### Instructions for the task
Go through the data line by line from the top, retyping each exactly, and end with the line that contains "g.stroke(path);".

### Provided records
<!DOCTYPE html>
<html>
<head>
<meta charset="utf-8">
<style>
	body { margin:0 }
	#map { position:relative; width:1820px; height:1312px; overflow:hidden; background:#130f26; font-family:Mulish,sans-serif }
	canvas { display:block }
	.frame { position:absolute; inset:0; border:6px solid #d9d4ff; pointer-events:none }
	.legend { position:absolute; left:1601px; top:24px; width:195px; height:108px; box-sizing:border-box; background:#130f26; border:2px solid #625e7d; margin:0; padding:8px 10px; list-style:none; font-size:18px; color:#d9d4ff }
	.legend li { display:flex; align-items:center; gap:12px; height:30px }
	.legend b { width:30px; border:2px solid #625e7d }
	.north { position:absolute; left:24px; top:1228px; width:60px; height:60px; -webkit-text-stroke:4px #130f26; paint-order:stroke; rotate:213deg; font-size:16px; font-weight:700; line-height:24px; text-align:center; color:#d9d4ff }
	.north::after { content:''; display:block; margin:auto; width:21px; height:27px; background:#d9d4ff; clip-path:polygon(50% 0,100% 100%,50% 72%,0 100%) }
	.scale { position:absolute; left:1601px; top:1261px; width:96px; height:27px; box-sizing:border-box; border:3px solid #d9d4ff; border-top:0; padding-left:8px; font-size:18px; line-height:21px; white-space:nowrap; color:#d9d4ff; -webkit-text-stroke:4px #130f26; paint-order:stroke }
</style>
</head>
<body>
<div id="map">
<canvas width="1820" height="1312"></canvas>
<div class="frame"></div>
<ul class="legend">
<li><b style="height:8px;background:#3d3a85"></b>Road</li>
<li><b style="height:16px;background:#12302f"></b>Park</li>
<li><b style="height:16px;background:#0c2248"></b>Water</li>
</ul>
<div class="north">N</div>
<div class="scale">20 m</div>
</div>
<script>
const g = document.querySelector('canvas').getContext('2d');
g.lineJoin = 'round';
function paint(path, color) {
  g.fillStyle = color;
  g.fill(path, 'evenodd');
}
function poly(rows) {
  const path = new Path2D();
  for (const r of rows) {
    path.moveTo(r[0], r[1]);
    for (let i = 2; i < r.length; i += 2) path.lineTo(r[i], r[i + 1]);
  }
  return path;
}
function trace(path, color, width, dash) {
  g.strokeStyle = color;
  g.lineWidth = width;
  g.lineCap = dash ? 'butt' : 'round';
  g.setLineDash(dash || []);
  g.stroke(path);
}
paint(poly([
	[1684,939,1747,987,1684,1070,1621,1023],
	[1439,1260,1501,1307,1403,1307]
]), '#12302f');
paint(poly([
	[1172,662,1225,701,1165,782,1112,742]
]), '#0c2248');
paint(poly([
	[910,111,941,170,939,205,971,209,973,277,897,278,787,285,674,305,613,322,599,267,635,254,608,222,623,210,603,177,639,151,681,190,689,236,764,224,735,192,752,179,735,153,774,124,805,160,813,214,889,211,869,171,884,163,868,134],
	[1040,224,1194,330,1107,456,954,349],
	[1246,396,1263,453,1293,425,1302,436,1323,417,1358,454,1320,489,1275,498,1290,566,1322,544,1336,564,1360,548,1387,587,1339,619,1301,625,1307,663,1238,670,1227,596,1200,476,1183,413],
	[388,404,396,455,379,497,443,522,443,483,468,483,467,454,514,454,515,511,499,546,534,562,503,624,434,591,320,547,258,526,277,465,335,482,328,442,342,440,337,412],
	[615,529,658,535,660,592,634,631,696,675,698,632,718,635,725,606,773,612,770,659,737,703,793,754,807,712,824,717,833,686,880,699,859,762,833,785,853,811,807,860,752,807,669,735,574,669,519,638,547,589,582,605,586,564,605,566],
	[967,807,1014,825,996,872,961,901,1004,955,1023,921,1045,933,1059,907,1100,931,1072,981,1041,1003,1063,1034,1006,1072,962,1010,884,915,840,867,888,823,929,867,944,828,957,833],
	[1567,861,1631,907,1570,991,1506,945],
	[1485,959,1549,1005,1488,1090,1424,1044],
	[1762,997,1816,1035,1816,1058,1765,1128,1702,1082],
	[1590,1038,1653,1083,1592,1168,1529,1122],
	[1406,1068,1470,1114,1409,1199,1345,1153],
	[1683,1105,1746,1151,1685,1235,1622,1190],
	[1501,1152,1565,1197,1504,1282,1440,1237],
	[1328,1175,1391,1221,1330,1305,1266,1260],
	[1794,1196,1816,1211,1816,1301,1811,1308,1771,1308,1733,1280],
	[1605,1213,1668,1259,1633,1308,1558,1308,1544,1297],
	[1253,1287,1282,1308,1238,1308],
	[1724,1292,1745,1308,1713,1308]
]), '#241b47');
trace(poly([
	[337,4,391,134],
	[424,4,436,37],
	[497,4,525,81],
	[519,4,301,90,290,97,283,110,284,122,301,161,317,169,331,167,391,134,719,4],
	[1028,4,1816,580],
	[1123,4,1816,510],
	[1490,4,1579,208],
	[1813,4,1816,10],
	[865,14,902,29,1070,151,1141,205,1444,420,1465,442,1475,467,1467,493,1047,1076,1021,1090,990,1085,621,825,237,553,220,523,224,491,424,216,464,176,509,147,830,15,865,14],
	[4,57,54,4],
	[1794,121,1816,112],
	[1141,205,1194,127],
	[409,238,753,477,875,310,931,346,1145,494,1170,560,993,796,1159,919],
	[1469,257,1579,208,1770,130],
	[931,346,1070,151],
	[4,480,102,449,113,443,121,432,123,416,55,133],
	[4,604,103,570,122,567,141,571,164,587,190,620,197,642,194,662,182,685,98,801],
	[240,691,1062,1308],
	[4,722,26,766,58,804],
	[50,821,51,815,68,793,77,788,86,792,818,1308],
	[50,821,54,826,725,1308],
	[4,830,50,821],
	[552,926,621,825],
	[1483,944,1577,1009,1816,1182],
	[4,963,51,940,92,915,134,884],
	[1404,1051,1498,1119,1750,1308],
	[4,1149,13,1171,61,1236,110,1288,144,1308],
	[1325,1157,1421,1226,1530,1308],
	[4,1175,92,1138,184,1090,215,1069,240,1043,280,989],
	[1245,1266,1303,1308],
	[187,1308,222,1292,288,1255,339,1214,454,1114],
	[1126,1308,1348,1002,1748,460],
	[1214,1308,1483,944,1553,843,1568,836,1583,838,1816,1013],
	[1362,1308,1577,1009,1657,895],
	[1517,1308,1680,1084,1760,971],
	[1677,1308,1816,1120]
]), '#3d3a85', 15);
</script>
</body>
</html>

### Answer area
<!DOCTYPE html>
<html>
<head>
<meta charset="utf-8">
<style>
	body { margin:0 }
	#map { position:relative; width:1820px; height:1312px; overflow:hidden; background:#130f26; font-family:Mulish,sans-serif }
	canvas { display:block }
	.frame { position:absolute; inset:0; border:6px solid #d9d4ff; pointer-events:none }
	.legend { position:absolute; left:1601px; top:24px; width:195px; height:108px; box-sizing:border-box; background:#130f26; border:2px solid #625e7d; margin:0; padding:8px 10px; list-style:none; font-size:18px; color:#d9d4ff }
	.legend li { display:flex; align-items:center; gap:12px; height:30px }
	.legend b { width:30px; border:2px solid #625e7d }
	.north { position:absolute; left:24px; top:1228px; width:60px; height:60px; -webkit-text-stroke:4px #130f26; paint-order:stroke; rotate:213deg; font-size:16px; font-weight:700; line-height:24px; text-align:center; color:#d9d4ff }
	.north::after { content:''; display:block; margin:auto; width:21px; height:27px; background:#d9d4ff; clip-path:polygon(50% 0,100% 100%,50% 72%,0 100%) }
	.scale { position:absolute; left:1601px; top:1261px; width:96px; height:27px; box-sizing:border-box; border:3px solid #d9d4ff; border-top:0; padding-left:8px; font-size:18px; line-height:21px; white-space:nowrap; color:#d9d4ff; -webkit-text-stroke:4px #130f26; paint-order:stroke }
</style>
</head>
<body>
<div id="map">
<canvas width="1820" height="1312"></canvas>
<div class="frame"></div>
<ul class="legend">
<li><b style="height:8px;background:#3d3a85"></b>Road</li>
<li><b style="height:16px;background:#12302f"></b>Park</li>
<li><b style="height:16px;background:#0c2248"></b>Water</li>
</ul>
<div class="north">N</div>
<div class="scale">20 m</div>
</div>
<script>
const g = document.querySelector('canvas').getContext('2d');
g.lineJoin = 'round';
function paint(path, color) {
  g.fillStyle = color;
  g.fill(path, 'evenodd');
}
function poly(rows) {
  const path = new Path2D();
  for (const r of rows) {
    path.moveTo(r[0], r[1]);
    for (let i = 2; i < r.length; i += 2) path.lineTo(r[i], r[i + 1]);
  }
  return path;
}
function trace(path, color, width, dash) {
  g.strokeStyle = color;
  g.lineWidth = width;
  g.lineCap = dash ? 'butt' : 'round';
  g.setLineDash(dash || []);
  g.stroke(path);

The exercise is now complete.